The drone hovered and let go of the bottle roughly 10 to 13 feet from the ground, a standard distance for safety. Hancock picked through the wreckage on camera, more bemused than outraged, and found the bottle had broken on impact, causing the syrup to leak all over the standard Amazon packaging box.
The bottle was thankfully plastic. The YouTuber concluded that drone delivery might work fine, depending on what you’re ordering and how much you care about it arriving intact.
Hancock wasn’t alone in capturing problems. Another customer’s footage showed a drone releasing a parcel near concrete, its rotor wash sending an already-delivered box sliding into the road. Viewers reacted with disbelief, calling the drop “crazy” and pointing out that the drones appeared to ignore guidelines about landing on grass, while the strong downdraft scattered other packages.

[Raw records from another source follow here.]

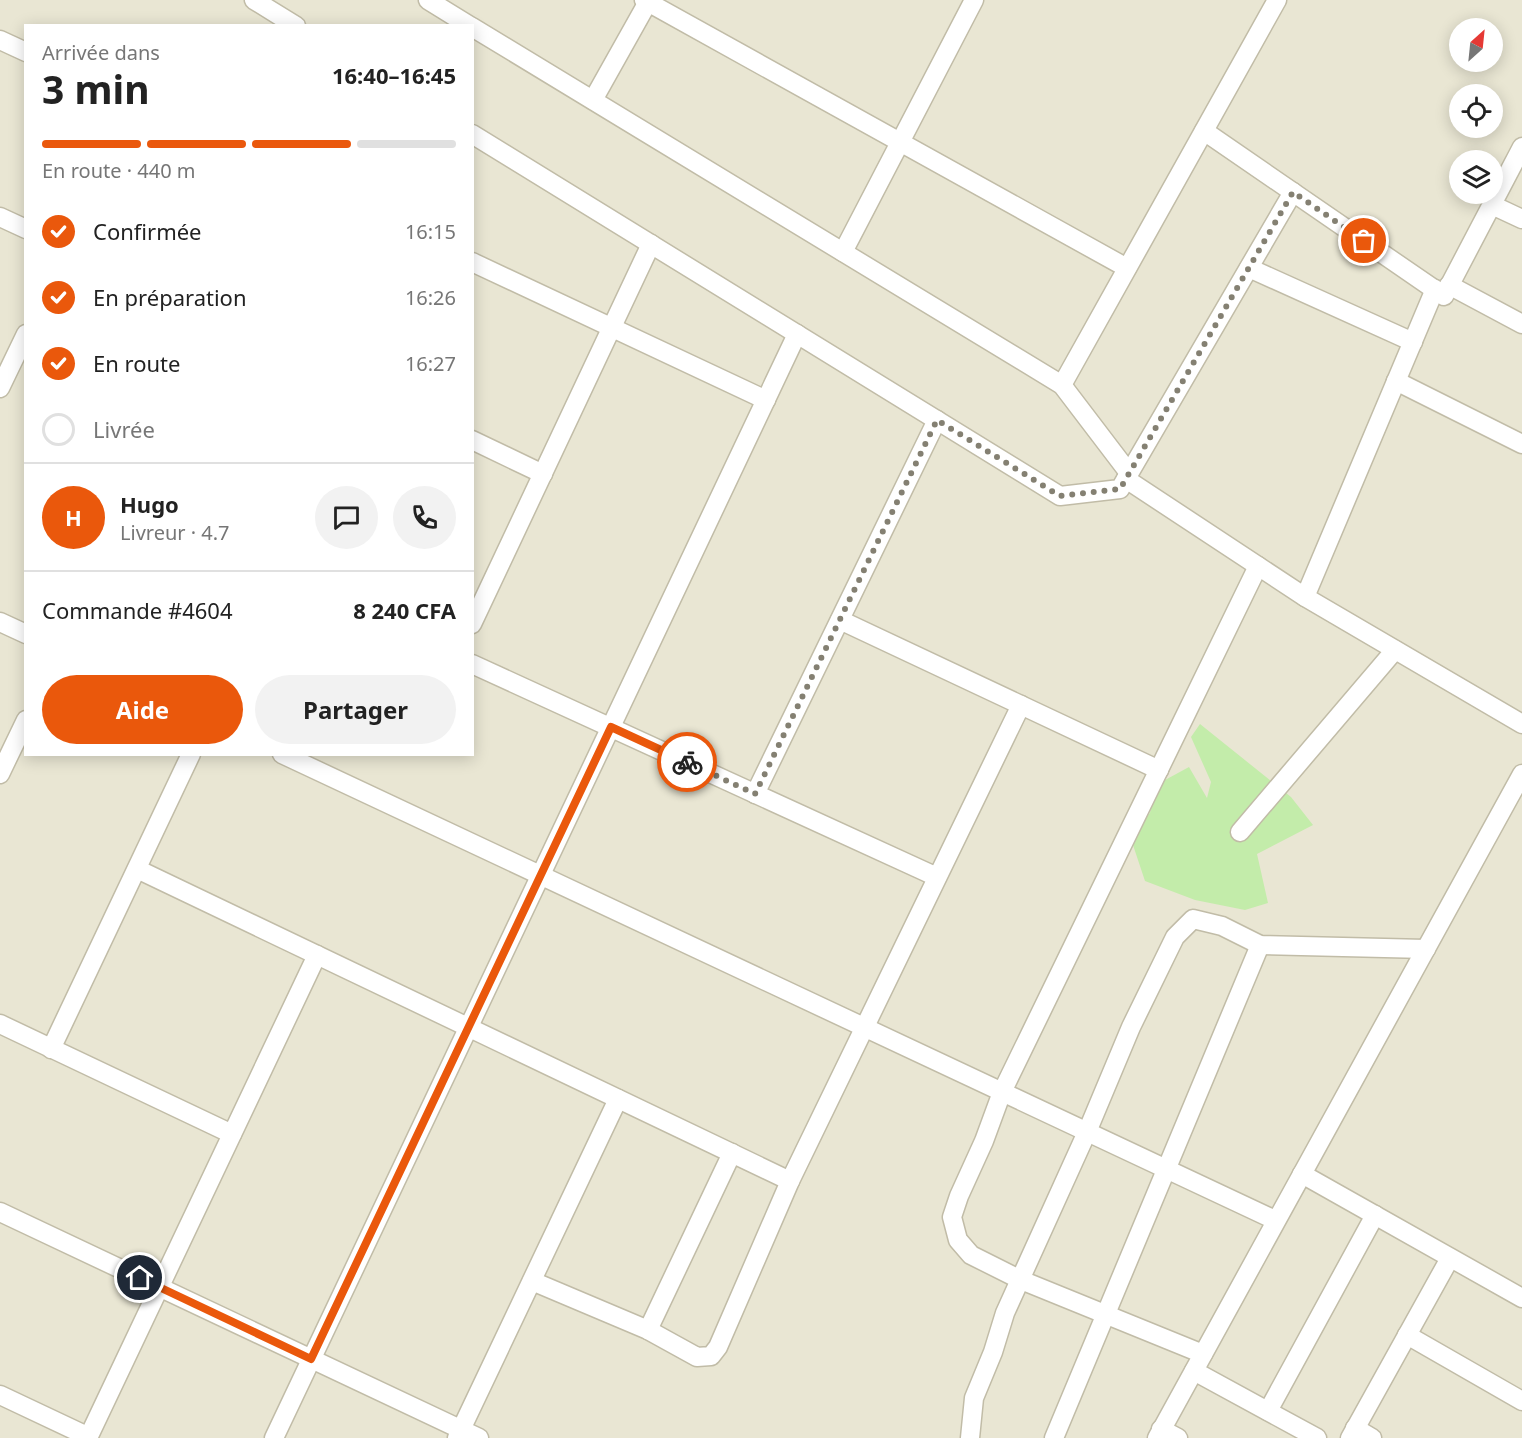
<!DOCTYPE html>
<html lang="fr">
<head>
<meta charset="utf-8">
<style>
  body { margin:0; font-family:"Noto Sans",sans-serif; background:#f2f2f2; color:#222; height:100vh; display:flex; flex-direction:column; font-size:22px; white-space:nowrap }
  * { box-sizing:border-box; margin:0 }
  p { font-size:20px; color:#767676 }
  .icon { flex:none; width:33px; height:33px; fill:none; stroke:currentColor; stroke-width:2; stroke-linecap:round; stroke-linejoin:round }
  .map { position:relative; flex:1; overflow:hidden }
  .side { position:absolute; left:24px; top:24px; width:450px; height:732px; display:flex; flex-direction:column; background:#fff; border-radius:0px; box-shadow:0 3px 15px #0003 }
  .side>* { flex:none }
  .needle { width:39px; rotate:27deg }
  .buttons { position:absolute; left:1449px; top:18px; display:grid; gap:12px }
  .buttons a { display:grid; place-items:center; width:54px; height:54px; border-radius:50%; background:#fff; box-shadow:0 3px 15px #0003; font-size:30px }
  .pin { position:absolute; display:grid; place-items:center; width:51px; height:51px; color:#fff; margin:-26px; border:3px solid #fff; border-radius:50%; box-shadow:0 2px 6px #0007 }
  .courier { position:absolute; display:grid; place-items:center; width:60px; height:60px; margin:-30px; border:4px solid #ea580c; border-radius:50%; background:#fff; color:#222; box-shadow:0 2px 8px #0007 }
  .summary em { font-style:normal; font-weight:700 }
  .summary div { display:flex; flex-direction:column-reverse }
  .summary { display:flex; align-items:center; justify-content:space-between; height:102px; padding:0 18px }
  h1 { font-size:39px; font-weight:700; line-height:45px }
  .bar { display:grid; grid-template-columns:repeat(4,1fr); gap:9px 6px; align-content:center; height:72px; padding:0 18px }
  .bar i { height:8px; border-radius:4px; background:#e0e0e0 }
  .bar .selected { background:#ea580c }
  .bar p { grid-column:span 4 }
  .line { display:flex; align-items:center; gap:15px; padding:0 18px; border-top:2px solid #e0e0e0 }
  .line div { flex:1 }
  .round { display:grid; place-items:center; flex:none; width:63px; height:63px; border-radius:32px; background:#f2f2f2 }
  ol { padding:0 18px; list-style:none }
  li { display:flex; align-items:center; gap:18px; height:66px }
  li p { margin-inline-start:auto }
  li .icon { padding:6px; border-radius:50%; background:#ea580c; color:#fff; stroke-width:4 }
  li:last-child { color:#767676 }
  li i { width:33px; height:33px; border:3px solid #e0e0e0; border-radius:50% }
  .action { display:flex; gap:12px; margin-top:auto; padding:12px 18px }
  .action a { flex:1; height:69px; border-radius:36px; background:#ea580c; color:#fff; font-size:24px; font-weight:700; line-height:69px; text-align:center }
  .action a+a { background:#f2f2f2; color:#222 }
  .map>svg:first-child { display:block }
</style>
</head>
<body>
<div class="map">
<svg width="1522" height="1438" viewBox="0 0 1522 1438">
  <rect width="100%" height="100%" fill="#f4f2e6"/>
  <path fill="#e9e6d3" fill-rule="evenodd" d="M 0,0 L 1522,0 L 1522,1438 L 0,1438 ZM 26,26 L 472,26 L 472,754 L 26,754 ZM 1460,28 L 1492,28 L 1492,62 L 1460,62 ZM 1460,94 L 1492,94 L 1492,128 L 1460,128 ZM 1460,160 L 1492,160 L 1492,194 L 1460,194 Z"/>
  <path fill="#c3ecaa" d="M 1200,724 L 1291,797 L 1313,825 L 1257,854 L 1268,903 L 1245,910 L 1195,900 L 1145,881 L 1129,833 L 1150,813 L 1154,786 L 1189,767 L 1207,798 L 1211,782 L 1191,737 Z"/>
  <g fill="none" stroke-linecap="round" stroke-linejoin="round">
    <defs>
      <g id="minor">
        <path d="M 254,0 L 296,26"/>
        <path d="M 428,0 L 470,26"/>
        <path d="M 644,0 L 1127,268"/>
        <path d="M 472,27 L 1062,385 L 1129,473"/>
        <path d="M 0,40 L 26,52"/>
        <path d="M 593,100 L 649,0"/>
        <path d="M 1204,131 L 1444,296 L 1522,147"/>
        <path d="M 472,134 L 1060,496 L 1120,489 L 1293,192"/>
        <path d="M 1492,205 L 1522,219"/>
        <path d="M 0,217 L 26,229"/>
        <path d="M 843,252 L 974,0"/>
        <path d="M 472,262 L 766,400"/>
        <path d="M 1249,268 L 1413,342"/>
        <path d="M 1449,285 L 1522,324"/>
        <path d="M 1396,381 L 1522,444"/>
        <path d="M 1062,385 L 1277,0"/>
        <path d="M 0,388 L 26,334"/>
        <path d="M 472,440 L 543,474"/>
        <path d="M 1126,479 L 1305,597 L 1522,724"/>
        <path d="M 1305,597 L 1435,289"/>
        <path d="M 840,620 L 1159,770"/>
        <path d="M 0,622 L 26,634"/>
        <path d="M 472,624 L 651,244"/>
        <path d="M 472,664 L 937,877"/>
        <path d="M 282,754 L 1275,1220"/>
        <path d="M 0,774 L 26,720"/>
        <path d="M 755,794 L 937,420"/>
        <path d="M 1240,832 L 1395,650"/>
        <path d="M 137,869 L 790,1181"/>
        <path d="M 0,1024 L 232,1134"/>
        <path d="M 51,1049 L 191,754"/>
        <path d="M 1302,1174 L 1522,1298"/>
        <path d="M 0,1212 L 479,1438"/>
        <path d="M 532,1281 L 648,1330 L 697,1357 L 711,1356 L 718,1347 L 790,1181 L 1021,705"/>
        <path d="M 648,1330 L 732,1153"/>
        <path d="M 1407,1335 L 1522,1401"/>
        <path d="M 1203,1354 L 1021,1280 L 971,1255 L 958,1240 L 952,1217 L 959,1196 L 984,1141 L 1002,1092 L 1258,566"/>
        <path d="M 1194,1371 L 1317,1438"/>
        <path d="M 0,1395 L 89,1437"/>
        <path d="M 1268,1411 L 1375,1215"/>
        <path d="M 1355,1428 L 1372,1438"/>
        <path d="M 1161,1429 L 1178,1438"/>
        <path d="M 88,1438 L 317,955"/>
        <path d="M 274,1438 L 797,334"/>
        <path d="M 457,1438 L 618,1099"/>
        <path d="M 970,1438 L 974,1398 L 993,1352 L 1005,1313 L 1087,1132 L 1131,1027 L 1175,937 L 1193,919 L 1222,926 L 1260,945 L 1426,949"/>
        <path d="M 1054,1438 L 1260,945"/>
        <path d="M 1157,1438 L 1522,774"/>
        <path d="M 1350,1438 L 1450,1258"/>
      </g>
    </defs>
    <use href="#minor" stroke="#c1bca7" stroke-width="21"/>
    <use href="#minor" stroke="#fff" stroke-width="18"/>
  </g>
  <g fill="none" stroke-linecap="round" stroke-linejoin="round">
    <path stroke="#848072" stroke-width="6" stroke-dasharray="0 10.8" d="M 687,762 L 755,794 L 937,420 L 1060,496 L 1120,489 L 1293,192 L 1364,241"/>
    <path stroke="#ea580c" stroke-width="8" d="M 140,1278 L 311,1359 L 611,727 L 687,762"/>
  </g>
</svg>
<div class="buttons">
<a><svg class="needle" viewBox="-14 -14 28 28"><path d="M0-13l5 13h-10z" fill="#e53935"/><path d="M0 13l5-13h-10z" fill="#767676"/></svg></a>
<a><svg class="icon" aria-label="locate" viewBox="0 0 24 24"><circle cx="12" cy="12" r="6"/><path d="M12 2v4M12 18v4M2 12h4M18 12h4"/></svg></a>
<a><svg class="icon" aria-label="layers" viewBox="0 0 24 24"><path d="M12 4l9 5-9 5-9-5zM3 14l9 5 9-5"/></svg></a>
</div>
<div class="pin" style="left:1364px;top:241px;background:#ea580c"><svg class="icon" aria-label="bag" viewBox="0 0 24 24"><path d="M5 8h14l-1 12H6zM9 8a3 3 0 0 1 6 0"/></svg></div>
<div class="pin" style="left:140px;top:1278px;background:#1f2937"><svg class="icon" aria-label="home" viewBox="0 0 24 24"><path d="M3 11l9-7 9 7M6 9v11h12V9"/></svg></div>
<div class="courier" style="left:687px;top:762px"><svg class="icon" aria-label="bike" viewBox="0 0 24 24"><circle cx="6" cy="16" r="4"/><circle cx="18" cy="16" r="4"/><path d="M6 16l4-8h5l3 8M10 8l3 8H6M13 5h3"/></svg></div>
<section class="side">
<div class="summary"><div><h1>3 min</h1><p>Arrivée dans</p></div><em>16:40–16:45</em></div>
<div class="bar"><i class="selected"></i><i class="selected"></i><i class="selected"></i><i></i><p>En route · 440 m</p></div>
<ol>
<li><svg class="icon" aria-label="check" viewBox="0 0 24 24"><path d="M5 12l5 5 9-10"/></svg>Confirmée<p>16:15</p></li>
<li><svg class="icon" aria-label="check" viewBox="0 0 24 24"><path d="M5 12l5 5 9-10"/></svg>En préparation<p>16:26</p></li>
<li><svg class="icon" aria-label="check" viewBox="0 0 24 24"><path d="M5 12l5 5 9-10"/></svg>En route<p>16:27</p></li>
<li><i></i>Livrée</li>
</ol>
<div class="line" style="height:108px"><b class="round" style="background:#ea580c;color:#fff">H</b><div><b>Hugo</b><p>Livreur · 4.7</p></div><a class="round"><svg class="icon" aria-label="chat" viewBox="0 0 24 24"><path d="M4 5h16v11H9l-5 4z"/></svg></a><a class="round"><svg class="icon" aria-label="phone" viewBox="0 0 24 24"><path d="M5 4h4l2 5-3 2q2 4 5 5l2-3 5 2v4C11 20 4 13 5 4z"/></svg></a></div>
<div class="line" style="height:78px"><div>Commande #4604</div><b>8 240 CFA</b></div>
<div class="action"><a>Aide</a><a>Partager</a></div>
</section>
</div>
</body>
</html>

Amazon has been running its Prime Air drone delivery service using the MK30 since late 2024 across a handful of states. It is the tech giant’s most advanced drone delivery to date. The drone can carry packages weighing up to five pounds and is supposed to drop them onto suitable surfaces like grass, using sensors to detect obstacles and stay clear of people and animals during descent.
When asked about the customer videos, Amazon told the New York Post that such damage incidents are uncommon. The company highlighted its purpose-built packaging, designed to protect items during the flight and final drop, and said that affected customers will be taken care of.
Beyond broken bottles and packages being thrown onto unsuitable surfaces, the service itself has faced other setbacks. One drone struck the side of an apartment building in Richardson, Texas, and crashed, an event captured on bystander video. Wet weather grounded others. Amazon, however, insists that the service has been well received overall, which may be true, but the videos keep coming anyway.